◆ **Task statement**
The expected output is the data below, character for character, without its pictures.

Saved data entries
==========

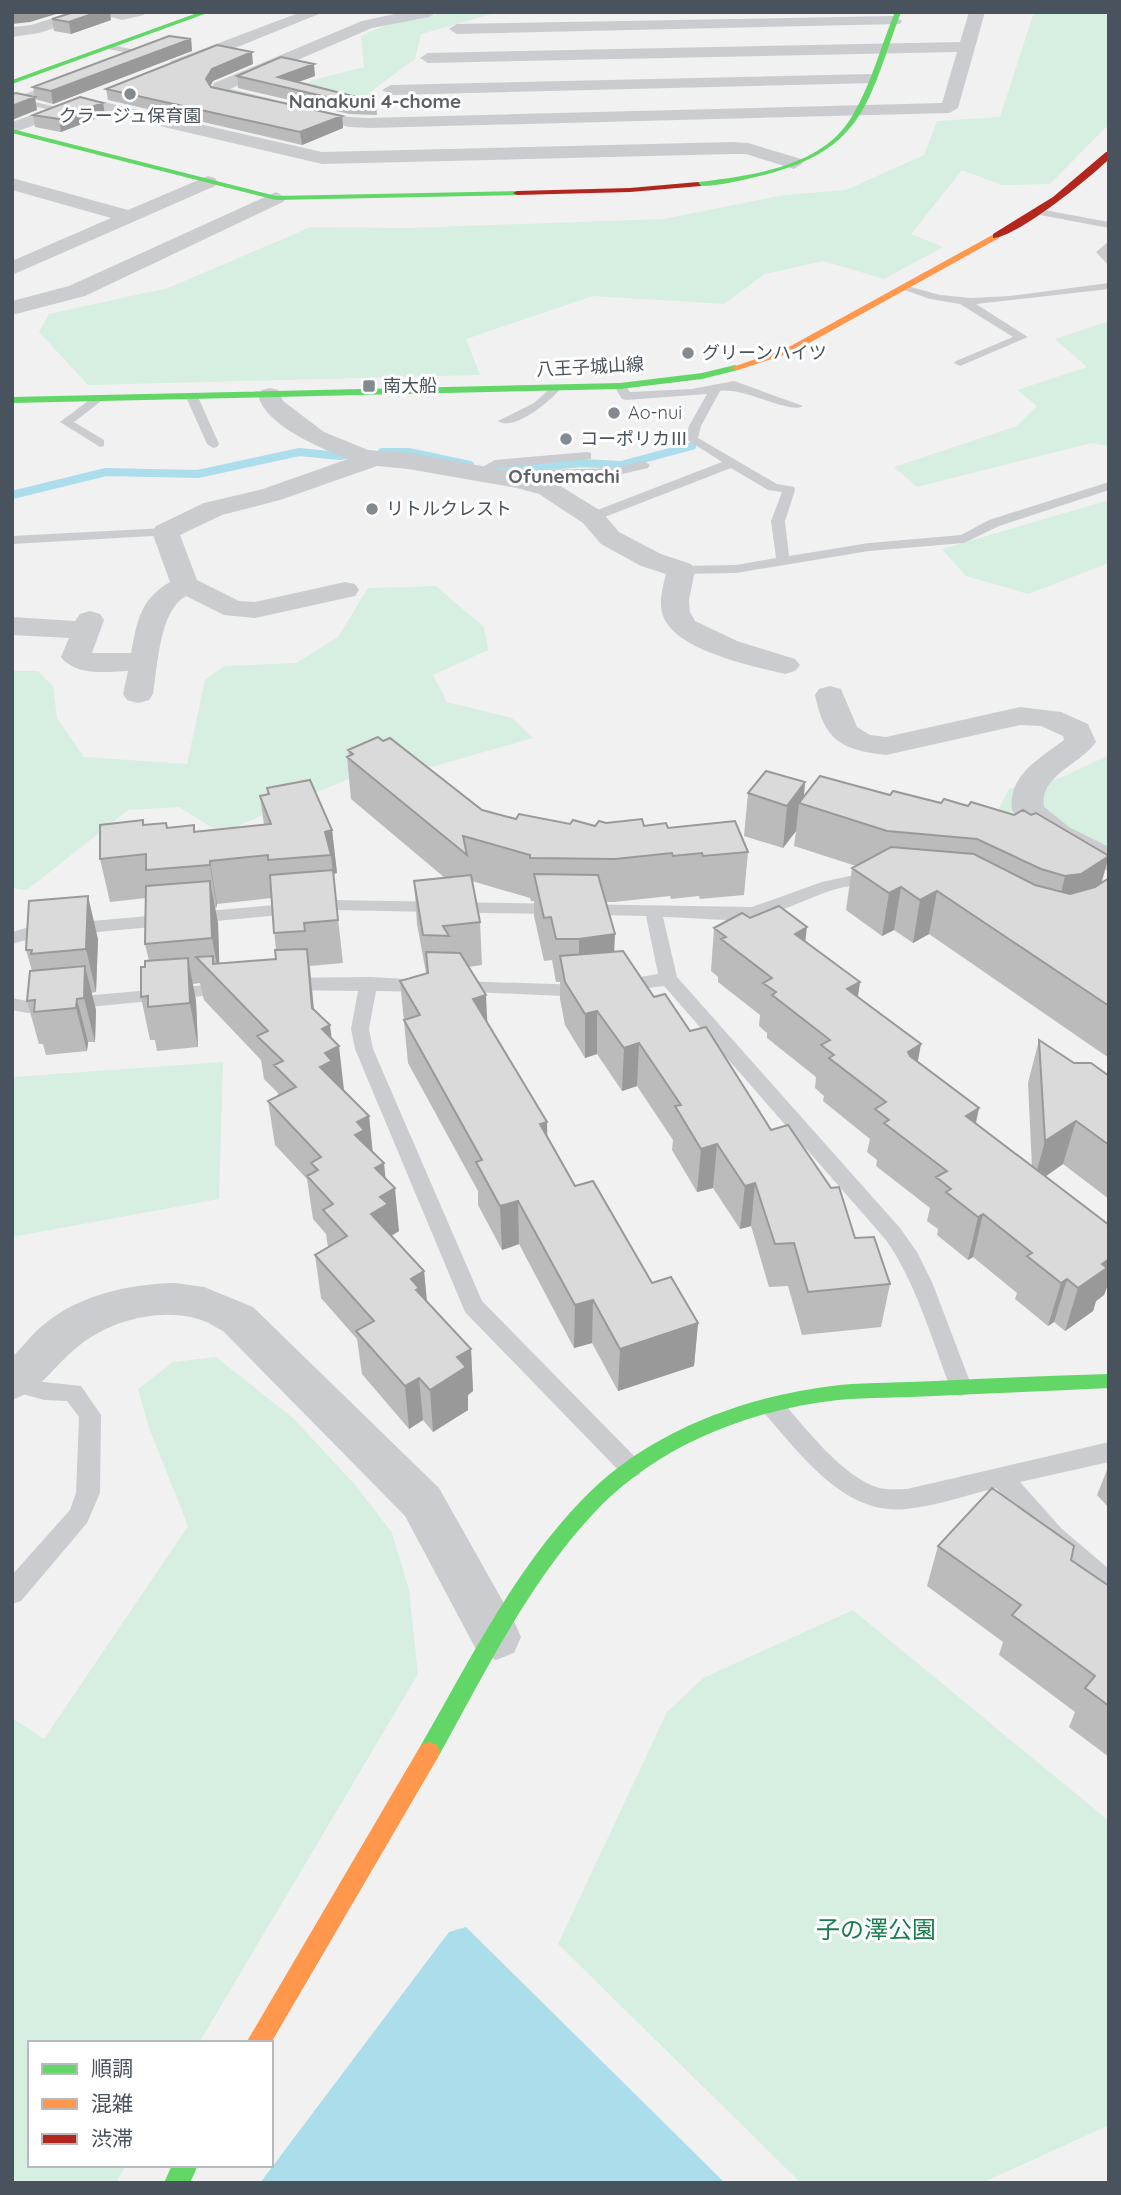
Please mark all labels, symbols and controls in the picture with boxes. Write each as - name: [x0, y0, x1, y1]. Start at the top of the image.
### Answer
- marker: クラージュ保育園: [122, 86, 138, 102]
- district label: Nanakuni 4-chome: [289, 89, 461, 113]
- place label: クラージュ保育園: [59, 104, 201, 127]
- place label: グリーンハイツ: [702, 341, 827, 364]
- marker: グリーンハイツ: [680, 345, 696, 361]
- street label: 八王子城山線: [535, 352, 645, 381]
- place label: 南大船: [383, 374, 437, 397]
- marker: 南大船: [361, 378, 377, 394]
- place label: Ao-nui: [628, 401, 682, 424]
- marker: Ao-nui: [606, 405, 622, 421]
- place label: コーポリカⅢ: [580, 427, 688, 450]
- marker: コーポリカⅢ: [558, 431, 574, 447]
- district label: Ofunemachi: [508, 464, 620, 488]
- place label: リトルクレスト: [386, 497, 512, 520]
- marker: リトルクレスト: [364, 501, 380, 517]
- park label: 子の澤公園: [816, 1914, 936, 1944]
- legend: [28, 2041, 273, 2167]
- text: 順調: [91, 2055, 133, 2081]
- text: 混雑: [91, 2090, 133, 2116]
- text: 渋滞: [91, 2125, 133, 2151]

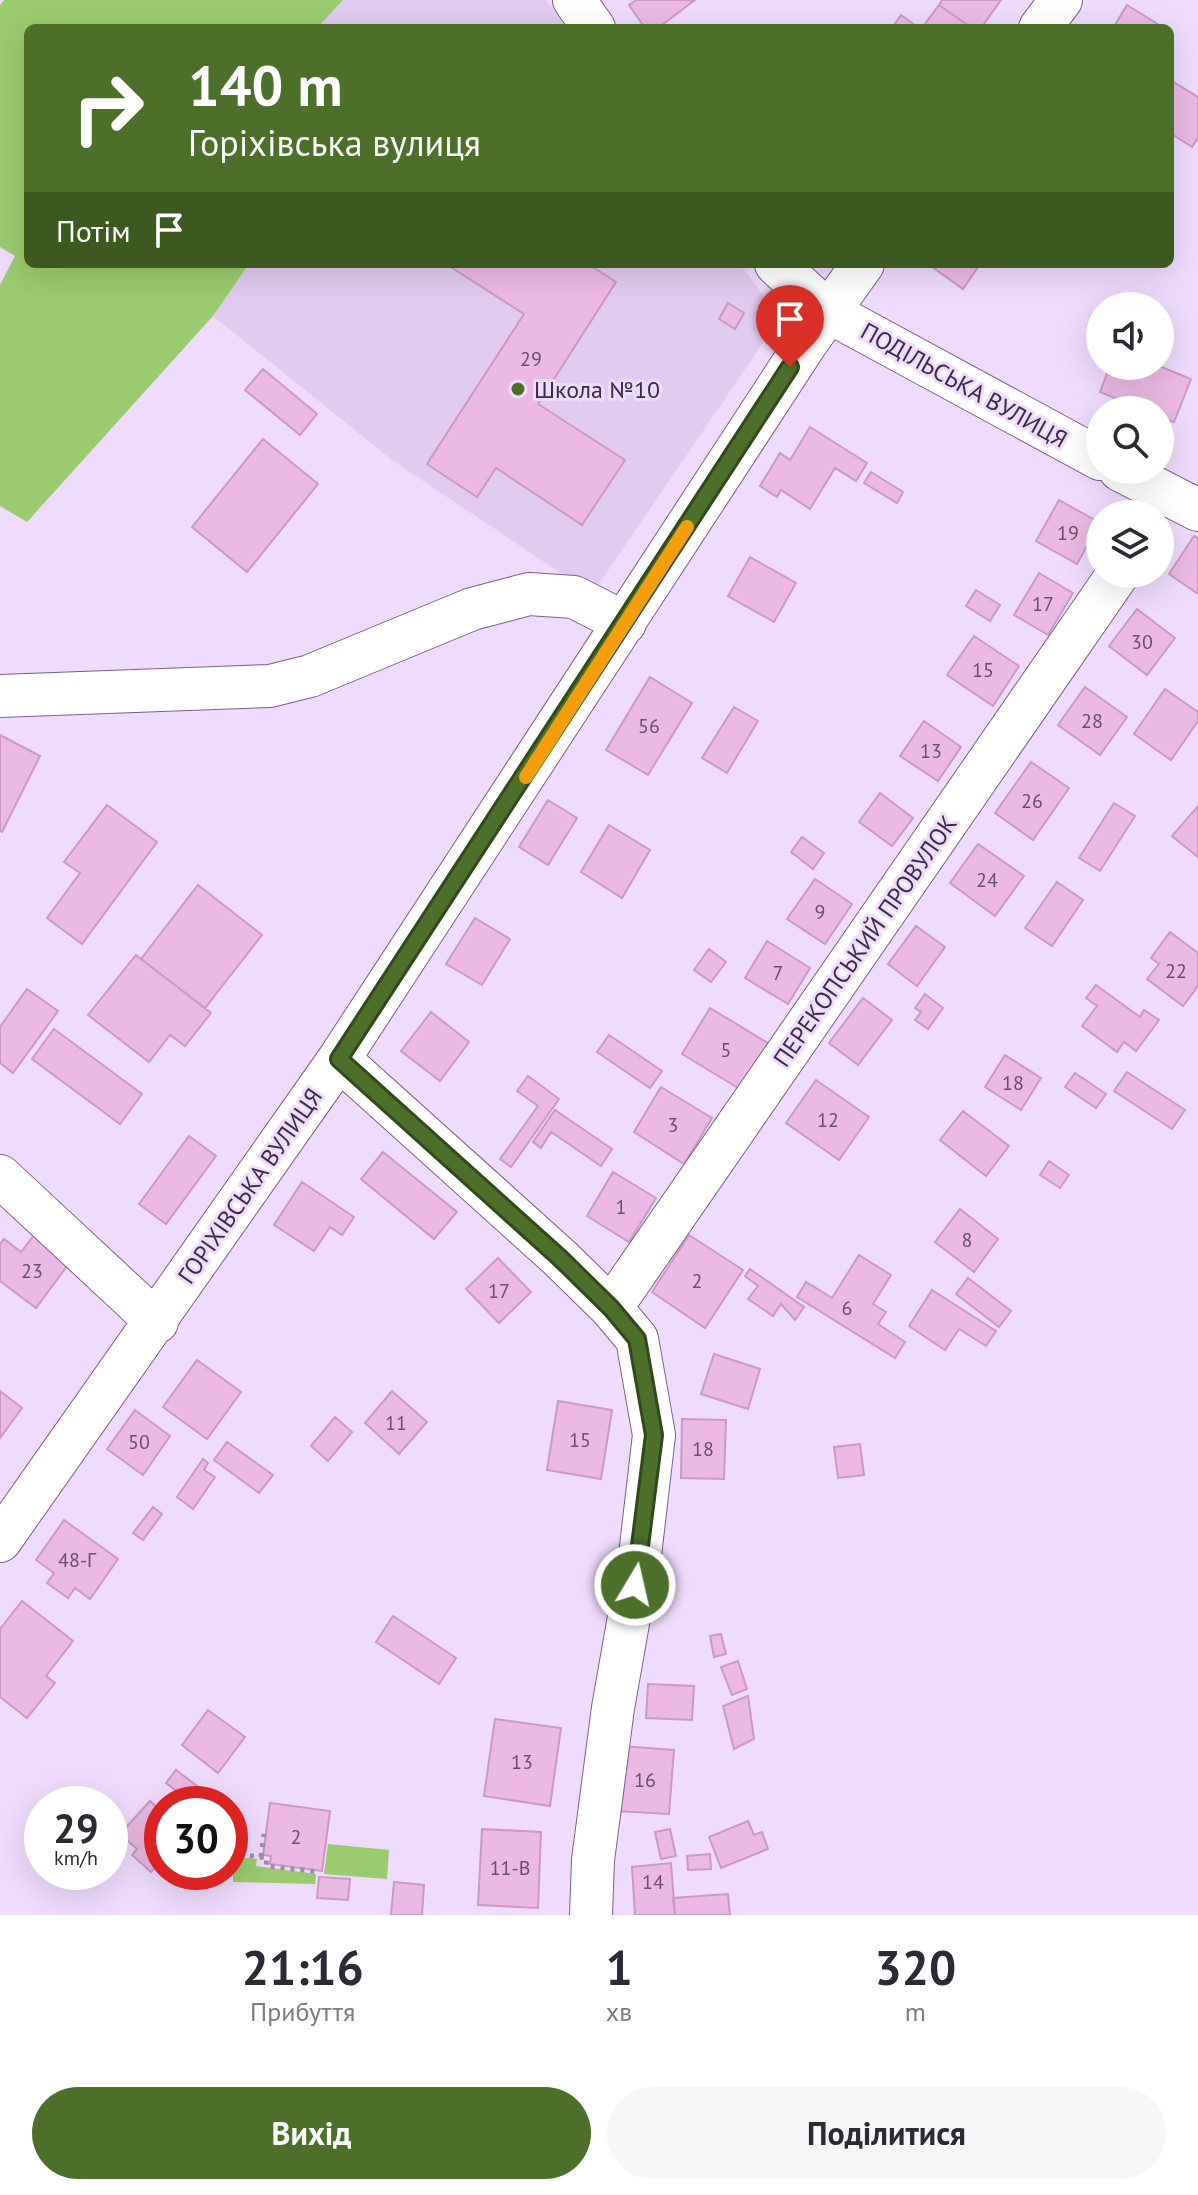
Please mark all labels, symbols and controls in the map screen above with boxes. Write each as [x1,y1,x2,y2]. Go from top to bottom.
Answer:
text: 140 m [188,49,343,121]
icon: right [56,56,160,160]
text: Горіхівська вулиця [188,119,481,166]
icon: arrive [147,208,191,252]
text: Потім [56,211,131,250]
pin [756,285,824,367]
map controls [1086,292,1174,588]
button: sound [1086,292,1174,380]
icon: arrive [768,297,812,341]
street label: ПОДІЛЬСЬКА ВУЛИЦЯ [855,315,1073,455]
house number: 29 [520,346,542,372]
place label: Школа №10 [534,374,660,405]
marker: Школа №10 [509,380,527,398]
button: search [1086,396,1174,484]
button: layers [1086,500,1174,588]
house number: 19 [1057,520,1079,546]
house number: 17 [1032,591,1054,617]
house number: 30 [1131,629,1153,655]
house number: 15 [972,657,994,683]
house number: 28 [1081,708,1103,734]
house number: 56 [638,713,660,739]
house number: 13 [920,738,942,764]
house number: 26 [1021,788,1043,814]
street label: ПЕРЕКОПСЬКИЙ ПРОВУЛОК [766,809,964,1073]
house number: 24 [976,867,998,893]
house number: 9 [815,899,825,925]
house number: 22 [1165,958,1187,984]
house number: 7 [773,960,783,986]
house number: 5 [721,1037,731,1063]
house number: 18 [1002,1070,1024,1096]
street label: ГОРІХІВСЬКА ВУЛИЦЯ [171,1082,329,1290]
house number: 12 [817,1107,839,1133]
house number: 3 [668,1112,678,1138]
house number: 1 [616,1194,626,1220]
house number: 8 [962,1227,972,1253]
house number: 23 [21,1258,43,1284]
house number: 2 [692,1268,702,1294]
house number: 17 [488,1278,510,1304]
house number: 6 [842,1295,852,1321]
house number: 11 [385,1410,407,1436]
house number: 15 [569,1427,591,1453]
house number: 50 [128,1429,150,1455]
house number: 18 [692,1436,714,1462]
position arrow [593,1543,677,1627]
house number: 48-Г [58,1547,97,1573]
house number: 13 [511,1749,533,1775]
house number: 16 [634,1767,656,1793]
speed limit sign: 30 [144,1786,248,1890]
text: 29 [53,1802,99,1854]
house number: 2 [291,1824,301,1850]
text: km/h [54,1845,98,1871]
house number: 11-В [490,1855,530,1881]
house number: 14 [642,1869,664,1895]
text: 21:16 [242,1936,364,1998]
text: 1 [605,1936,633,1998]
text: 320 [874,1936,956,1998]
text: Прибуття [250,1995,355,2028]
text: хв [606,1995,632,2028]
text: m [905,1995,926,2028]
button: Вихід [32,2087,591,2179]
button: Поділитися [607,2087,1166,2179]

==========

◆ **Answer to this exercise**
Please mark all labels, symbols and controls in the picture with boxes. Write each as - name: [x0, y0, x1, y1]. Start at the top of the image.
### Answer
- marker: クラージュ保育園: [122, 86, 138, 102]
- district label: Nanakuni 4-chome: [289, 89, 461, 113]
- place label: クラージュ保育園: [59, 104, 201, 127]
- place label: グリーンハイツ: [702, 341, 827, 364]
- marker: グリーンハイツ: [680, 345, 696, 361]
- street label: 八王子城山線: [535, 352, 645, 381]
- place label: 南大船: [383, 374, 437, 397]
- marker: 南大船: [361, 378, 377, 394]
- place label: Ao-nui: [628, 401, 682, 424]
- marker: Ao-nui: [606, 405, 622, 421]
- place label: コーポリカⅢ: [580, 427, 688, 450]
- marker: コーポリカⅢ: [558, 431, 574, 447]
- district label: Ofunemachi: [508, 464, 620, 488]
- place label: リトルクレスト: [386, 497, 512, 520]
- marker: リトルクレスト: [364, 501, 380, 517]
- park label: 子の澤公園: [816, 1914, 936, 1944]
- legend: [28, 2041, 273, 2167]
- text: 順調: [91, 2055, 133, 2081]
- text: 混雑: [91, 2090, 133, 2116]
- text: 渋滞: [91, 2125, 133, 2151]

Please mark all labels, symbols and controls in the map screen above with boxes. Write each as [x1,y1,x2,y2]. Go from top to bottom.
Answer:
text: 140 m [188,49,343,121]
icon: right [56,56,160,160]
text: Горіхівська вулиця [188,119,481,166]
icon: arrive [147,208,191,252]
text: Потім [56,211,131,250]
pin [756,285,824,367]
map controls [1086,292,1174,588]
button: sound [1086,292,1174,380]
icon: arrive [768,297,812,341]
street label: ПОДІЛЬСЬКА ВУЛИЦЯ [855,315,1073,455]
house number: 29 [520,346,542,372]
place label: Школа №10 [534,374,660,405]
marker: Школа №10 [509,380,527,398]
button: search [1086,396,1174,484]
button: layers [1086,500,1174,588]
house number: 19 [1057,520,1079,546]
house number: 17 [1032,591,1054,617]
house number: 30 [1131,629,1153,655]
house number: 15 [972,657,994,683]
house number: 28 [1081,708,1103,734]
house number: 56 [638,713,660,739]
house number: 13 [920,738,942,764]
house number: 26 [1021,788,1043,814]
street label: ПЕРЕКОПСЬКИЙ ПРОВУЛОК [766,809,964,1073]
house number: 24 [976,867,998,893]
house number: 9 [815,899,825,925]
house number: 22 [1165,958,1187,984]
house number: 7 [773,960,783,986]
house number: 5 [721,1037,731,1063]
house number: 18 [1002,1070,1024,1096]
street label: ГОРІХІВСЬКА ВУЛИЦЯ [171,1082,329,1290]
house number: 12 [817,1107,839,1133]
house number: 3 [668,1112,678,1138]
house number: 1 [616,1194,626,1220]
house number: 8 [962,1227,972,1253]
house number: 23 [21,1258,43,1284]
house number: 2 [692,1268,702,1294]
house number: 17 [488,1278,510,1304]
house number: 6 [842,1295,852,1321]
house number: 11 [385,1410,407,1436]
house number: 15 [569,1427,591,1453]
house number: 50 [128,1429,150,1455]
house number: 18 [692,1436,714,1462]
position arrow [593,1543,677,1627]
house number: 48-Г [58,1547,97,1573]
house number: 13 [511,1749,533,1775]
house number: 16 [634,1767,656,1793]
speed limit sign: 30 [144,1786,248,1890]
text: 29 [53,1802,99,1854]
house number: 2 [291,1824,301,1850]
text: km/h [54,1845,98,1871]
house number: 11-В [490,1855,530,1881]
house number: 14 [642,1869,664,1895]
text: 21:16 [242,1936,364,1998]
text: 1 [605,1936,633,1998]
text: 320 [874,1936,956,1998]
text: Прибуття [250,1995,355,2028]
text: хв [606,1995,632,2028]
text: m [905,1995,926,2028]
button: Вихід [32,2087,591,2179]
button: Поділитися [607,2087,1166,2179]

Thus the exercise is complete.